▸ Task objective: Examine each line of the data, and copy the ones containing "speed".

▸ Input data:

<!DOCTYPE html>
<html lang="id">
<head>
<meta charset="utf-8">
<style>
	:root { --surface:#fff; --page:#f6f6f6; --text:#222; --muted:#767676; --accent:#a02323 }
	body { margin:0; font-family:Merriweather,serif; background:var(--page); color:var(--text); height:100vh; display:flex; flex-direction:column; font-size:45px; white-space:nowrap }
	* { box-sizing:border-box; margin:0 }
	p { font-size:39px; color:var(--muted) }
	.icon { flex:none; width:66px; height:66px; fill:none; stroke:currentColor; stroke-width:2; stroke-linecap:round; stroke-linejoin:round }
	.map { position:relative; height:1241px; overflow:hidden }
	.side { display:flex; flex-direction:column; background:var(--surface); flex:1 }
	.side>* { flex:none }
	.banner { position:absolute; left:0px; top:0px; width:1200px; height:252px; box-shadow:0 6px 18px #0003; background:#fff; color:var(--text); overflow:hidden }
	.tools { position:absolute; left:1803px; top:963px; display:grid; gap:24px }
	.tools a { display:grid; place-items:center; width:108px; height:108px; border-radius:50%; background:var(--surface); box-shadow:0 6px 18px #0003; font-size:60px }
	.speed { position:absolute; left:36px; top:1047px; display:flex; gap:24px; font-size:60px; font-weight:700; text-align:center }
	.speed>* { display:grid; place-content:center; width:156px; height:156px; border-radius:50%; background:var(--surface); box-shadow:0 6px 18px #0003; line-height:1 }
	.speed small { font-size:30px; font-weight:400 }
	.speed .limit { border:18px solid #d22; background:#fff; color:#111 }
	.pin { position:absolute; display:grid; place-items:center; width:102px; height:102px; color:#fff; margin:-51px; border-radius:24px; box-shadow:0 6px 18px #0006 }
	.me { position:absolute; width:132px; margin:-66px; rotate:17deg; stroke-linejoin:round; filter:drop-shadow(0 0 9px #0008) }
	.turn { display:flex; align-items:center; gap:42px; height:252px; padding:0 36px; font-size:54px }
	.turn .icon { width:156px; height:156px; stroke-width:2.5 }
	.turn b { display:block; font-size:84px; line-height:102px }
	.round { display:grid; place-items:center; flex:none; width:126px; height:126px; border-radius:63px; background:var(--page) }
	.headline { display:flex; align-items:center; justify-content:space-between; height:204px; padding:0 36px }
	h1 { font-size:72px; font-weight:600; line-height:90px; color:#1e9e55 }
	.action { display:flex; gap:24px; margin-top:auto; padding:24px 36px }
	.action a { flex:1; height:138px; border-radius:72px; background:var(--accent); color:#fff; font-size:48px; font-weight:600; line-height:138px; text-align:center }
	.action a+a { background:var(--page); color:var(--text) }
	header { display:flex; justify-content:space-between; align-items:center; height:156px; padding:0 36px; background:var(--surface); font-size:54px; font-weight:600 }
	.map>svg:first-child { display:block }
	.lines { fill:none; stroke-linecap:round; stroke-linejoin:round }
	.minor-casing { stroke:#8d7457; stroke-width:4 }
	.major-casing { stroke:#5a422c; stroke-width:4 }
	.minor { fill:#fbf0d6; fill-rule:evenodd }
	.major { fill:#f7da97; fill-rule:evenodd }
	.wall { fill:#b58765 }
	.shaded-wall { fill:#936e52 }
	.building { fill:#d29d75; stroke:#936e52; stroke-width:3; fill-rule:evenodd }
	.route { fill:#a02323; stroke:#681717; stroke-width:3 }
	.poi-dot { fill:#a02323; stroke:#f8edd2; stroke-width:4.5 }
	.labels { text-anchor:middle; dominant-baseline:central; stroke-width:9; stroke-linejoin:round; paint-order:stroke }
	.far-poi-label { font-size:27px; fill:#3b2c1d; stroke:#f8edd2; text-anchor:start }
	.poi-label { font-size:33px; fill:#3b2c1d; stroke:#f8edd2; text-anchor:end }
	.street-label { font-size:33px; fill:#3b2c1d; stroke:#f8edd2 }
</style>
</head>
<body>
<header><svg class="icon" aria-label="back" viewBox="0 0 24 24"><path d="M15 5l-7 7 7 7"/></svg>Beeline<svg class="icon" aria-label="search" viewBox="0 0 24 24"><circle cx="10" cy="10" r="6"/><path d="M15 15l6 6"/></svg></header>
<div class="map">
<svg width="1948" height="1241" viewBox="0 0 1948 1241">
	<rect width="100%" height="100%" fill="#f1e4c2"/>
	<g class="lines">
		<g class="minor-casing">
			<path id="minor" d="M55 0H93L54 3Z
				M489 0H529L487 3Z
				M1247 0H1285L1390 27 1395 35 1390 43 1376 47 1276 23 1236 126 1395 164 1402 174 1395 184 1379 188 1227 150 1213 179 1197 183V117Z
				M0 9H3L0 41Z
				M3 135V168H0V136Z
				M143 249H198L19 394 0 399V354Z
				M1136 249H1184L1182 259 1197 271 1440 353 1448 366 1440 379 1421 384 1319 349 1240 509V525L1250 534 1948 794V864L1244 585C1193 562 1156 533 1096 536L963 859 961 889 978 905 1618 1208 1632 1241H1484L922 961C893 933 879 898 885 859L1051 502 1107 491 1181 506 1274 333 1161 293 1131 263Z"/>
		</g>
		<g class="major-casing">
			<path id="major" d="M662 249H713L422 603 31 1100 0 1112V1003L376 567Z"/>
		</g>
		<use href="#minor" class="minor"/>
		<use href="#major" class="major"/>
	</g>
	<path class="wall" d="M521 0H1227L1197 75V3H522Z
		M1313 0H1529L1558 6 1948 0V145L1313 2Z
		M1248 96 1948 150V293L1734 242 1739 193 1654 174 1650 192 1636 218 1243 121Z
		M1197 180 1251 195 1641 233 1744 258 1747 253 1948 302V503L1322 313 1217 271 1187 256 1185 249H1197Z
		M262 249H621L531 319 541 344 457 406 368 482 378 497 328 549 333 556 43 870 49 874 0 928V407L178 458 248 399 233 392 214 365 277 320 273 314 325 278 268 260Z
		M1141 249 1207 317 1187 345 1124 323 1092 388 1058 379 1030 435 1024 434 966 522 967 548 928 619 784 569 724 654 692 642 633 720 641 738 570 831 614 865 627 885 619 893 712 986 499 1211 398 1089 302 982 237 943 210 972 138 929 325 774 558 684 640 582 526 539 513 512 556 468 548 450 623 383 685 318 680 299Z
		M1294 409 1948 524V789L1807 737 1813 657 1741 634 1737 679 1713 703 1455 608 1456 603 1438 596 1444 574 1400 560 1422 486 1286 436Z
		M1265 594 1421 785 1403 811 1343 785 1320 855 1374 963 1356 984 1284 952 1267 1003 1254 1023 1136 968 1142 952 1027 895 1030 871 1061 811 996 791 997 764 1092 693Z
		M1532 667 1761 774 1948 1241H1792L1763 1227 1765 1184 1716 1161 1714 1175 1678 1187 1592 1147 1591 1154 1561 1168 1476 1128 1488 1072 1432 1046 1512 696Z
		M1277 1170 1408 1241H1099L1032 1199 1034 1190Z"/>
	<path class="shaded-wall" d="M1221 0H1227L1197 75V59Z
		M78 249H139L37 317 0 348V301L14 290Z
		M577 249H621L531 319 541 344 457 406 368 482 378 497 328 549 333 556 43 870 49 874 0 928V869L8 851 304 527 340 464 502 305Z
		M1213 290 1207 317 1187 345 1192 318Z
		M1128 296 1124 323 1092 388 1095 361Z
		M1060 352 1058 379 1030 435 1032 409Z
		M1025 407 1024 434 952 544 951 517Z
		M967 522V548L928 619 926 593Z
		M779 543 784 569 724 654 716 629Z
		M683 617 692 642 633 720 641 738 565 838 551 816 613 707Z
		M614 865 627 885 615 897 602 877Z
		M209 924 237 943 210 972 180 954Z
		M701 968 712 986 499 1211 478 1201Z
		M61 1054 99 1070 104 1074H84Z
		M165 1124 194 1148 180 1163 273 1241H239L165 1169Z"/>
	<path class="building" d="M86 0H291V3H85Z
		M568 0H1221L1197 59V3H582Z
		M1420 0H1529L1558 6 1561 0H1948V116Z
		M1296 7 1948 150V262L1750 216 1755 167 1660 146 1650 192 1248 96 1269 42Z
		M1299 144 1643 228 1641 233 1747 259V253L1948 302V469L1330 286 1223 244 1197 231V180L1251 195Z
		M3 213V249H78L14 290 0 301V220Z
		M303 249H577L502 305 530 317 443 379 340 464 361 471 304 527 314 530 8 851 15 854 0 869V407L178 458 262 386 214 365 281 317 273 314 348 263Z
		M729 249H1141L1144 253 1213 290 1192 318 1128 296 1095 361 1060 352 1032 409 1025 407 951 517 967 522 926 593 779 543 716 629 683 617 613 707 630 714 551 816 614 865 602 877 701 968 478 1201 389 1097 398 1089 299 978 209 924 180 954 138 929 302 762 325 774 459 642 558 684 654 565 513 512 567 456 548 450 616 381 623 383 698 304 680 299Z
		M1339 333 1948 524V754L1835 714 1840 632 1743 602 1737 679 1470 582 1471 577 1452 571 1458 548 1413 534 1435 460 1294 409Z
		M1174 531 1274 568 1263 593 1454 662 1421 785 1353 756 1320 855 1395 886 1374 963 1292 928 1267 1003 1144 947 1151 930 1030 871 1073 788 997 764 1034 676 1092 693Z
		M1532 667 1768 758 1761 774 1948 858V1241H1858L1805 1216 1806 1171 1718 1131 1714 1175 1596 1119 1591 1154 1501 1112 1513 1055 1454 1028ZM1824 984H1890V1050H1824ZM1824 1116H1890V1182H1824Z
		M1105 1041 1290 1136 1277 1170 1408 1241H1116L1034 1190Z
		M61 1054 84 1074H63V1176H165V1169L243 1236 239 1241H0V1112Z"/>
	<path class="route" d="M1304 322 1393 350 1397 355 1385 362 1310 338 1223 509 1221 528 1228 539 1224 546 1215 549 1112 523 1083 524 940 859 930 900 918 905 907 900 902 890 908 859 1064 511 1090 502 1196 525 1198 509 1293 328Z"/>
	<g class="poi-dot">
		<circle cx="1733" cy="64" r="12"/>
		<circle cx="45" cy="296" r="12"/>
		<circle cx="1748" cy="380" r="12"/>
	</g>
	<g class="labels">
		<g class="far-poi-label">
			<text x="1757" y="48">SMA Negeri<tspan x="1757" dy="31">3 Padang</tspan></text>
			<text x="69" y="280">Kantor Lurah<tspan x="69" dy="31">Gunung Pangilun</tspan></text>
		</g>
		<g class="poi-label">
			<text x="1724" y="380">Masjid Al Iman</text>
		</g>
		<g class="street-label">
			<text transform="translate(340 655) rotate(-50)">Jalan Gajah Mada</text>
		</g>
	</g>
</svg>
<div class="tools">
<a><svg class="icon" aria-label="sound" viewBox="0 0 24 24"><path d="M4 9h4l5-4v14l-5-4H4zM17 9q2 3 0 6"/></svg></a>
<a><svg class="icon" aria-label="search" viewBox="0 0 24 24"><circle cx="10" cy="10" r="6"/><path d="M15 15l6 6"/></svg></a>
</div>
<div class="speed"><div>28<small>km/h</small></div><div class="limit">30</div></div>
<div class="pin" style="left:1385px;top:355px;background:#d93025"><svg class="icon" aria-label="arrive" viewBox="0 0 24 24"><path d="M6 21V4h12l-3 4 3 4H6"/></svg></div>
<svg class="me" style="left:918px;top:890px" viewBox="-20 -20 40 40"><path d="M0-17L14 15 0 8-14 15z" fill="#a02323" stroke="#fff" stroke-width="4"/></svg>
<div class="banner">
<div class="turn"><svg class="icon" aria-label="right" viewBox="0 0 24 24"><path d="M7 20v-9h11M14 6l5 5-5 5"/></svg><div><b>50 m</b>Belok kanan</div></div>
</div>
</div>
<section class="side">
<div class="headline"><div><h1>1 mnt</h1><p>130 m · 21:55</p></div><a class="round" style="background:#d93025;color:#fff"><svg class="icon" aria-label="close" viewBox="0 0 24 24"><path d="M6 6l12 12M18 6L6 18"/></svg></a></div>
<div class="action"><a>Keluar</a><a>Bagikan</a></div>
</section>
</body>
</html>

▸ Task solution:
	.speed { position:absolute; left:36px; top:1047px; display:flex; gap:24px; font-size:60px; font-weight:700; text-align:center }
	.speed>* { display:grid; place-content:center; width:156px; height:156px; border-radius:50%; background:var(--surface); box-shadow:0 6px 18px #0003; line-height:1 }
	.speed small { font-size:30px; font-weight:400 }
	.speed .limit { border:18px solid #d22; background:#fff; color:#111 }
<div class="speed"><div>28<small>km/h</small></div><div class="limit">30</div></div>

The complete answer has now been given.